Exercise: The answer must consist of every line from the data that holds "boxes".

[Records from a data collection]
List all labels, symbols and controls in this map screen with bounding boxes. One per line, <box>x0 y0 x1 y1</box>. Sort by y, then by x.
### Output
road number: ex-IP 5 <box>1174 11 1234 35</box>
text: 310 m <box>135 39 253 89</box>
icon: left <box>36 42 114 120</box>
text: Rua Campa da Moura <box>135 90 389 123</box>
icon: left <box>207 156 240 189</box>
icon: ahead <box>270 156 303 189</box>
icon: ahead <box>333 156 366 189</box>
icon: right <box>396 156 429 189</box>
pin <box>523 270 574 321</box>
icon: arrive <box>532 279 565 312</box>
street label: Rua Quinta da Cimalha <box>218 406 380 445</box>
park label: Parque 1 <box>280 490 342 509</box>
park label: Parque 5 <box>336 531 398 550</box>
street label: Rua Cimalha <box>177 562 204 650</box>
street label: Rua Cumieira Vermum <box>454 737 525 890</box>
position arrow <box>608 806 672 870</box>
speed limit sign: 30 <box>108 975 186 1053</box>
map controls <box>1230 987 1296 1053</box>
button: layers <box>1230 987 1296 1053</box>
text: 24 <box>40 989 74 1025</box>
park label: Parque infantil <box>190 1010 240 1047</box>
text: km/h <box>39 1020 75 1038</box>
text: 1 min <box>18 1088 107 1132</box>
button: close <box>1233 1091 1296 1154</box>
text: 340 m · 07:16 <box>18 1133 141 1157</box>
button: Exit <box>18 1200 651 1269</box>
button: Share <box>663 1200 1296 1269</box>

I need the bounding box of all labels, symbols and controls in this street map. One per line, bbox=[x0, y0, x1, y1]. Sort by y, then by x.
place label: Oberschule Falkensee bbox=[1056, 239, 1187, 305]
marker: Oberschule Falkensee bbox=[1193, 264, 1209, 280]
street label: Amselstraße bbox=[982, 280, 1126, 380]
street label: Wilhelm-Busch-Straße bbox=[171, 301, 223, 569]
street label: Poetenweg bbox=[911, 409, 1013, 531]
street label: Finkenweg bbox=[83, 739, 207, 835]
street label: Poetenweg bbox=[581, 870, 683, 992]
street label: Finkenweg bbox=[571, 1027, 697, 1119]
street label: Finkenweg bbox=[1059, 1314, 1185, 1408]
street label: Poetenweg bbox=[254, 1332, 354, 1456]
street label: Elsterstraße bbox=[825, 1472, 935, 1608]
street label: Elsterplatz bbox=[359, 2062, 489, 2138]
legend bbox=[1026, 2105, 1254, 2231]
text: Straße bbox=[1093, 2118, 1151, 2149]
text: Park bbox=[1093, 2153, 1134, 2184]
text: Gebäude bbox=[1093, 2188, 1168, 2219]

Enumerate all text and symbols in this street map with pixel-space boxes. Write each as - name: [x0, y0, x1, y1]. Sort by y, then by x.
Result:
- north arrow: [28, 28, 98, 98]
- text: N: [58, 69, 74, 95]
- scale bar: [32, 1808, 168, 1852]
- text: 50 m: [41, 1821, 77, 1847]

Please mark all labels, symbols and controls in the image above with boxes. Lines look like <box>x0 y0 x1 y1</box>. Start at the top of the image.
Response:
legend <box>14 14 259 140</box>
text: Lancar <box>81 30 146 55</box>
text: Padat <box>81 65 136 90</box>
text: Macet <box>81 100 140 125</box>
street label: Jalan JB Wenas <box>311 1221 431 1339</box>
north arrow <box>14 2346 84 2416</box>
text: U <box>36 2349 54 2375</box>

The answer:
List all labels, symbols and controls in this map screen with bounding boxes. One per line, <box>x0 y0 x1 y1</box>. Sort by y, then by x.
Enumerate all text and symbols in this street map with pixel-space boxes. Write each as - name: [x0, y0, x1, y1]. Sort by y, then by x.
Please mark all labels, symbols and controls in the image above with boxes. Lines look like <box>x0 y0 x1 y1</box>. Start at the top of the image.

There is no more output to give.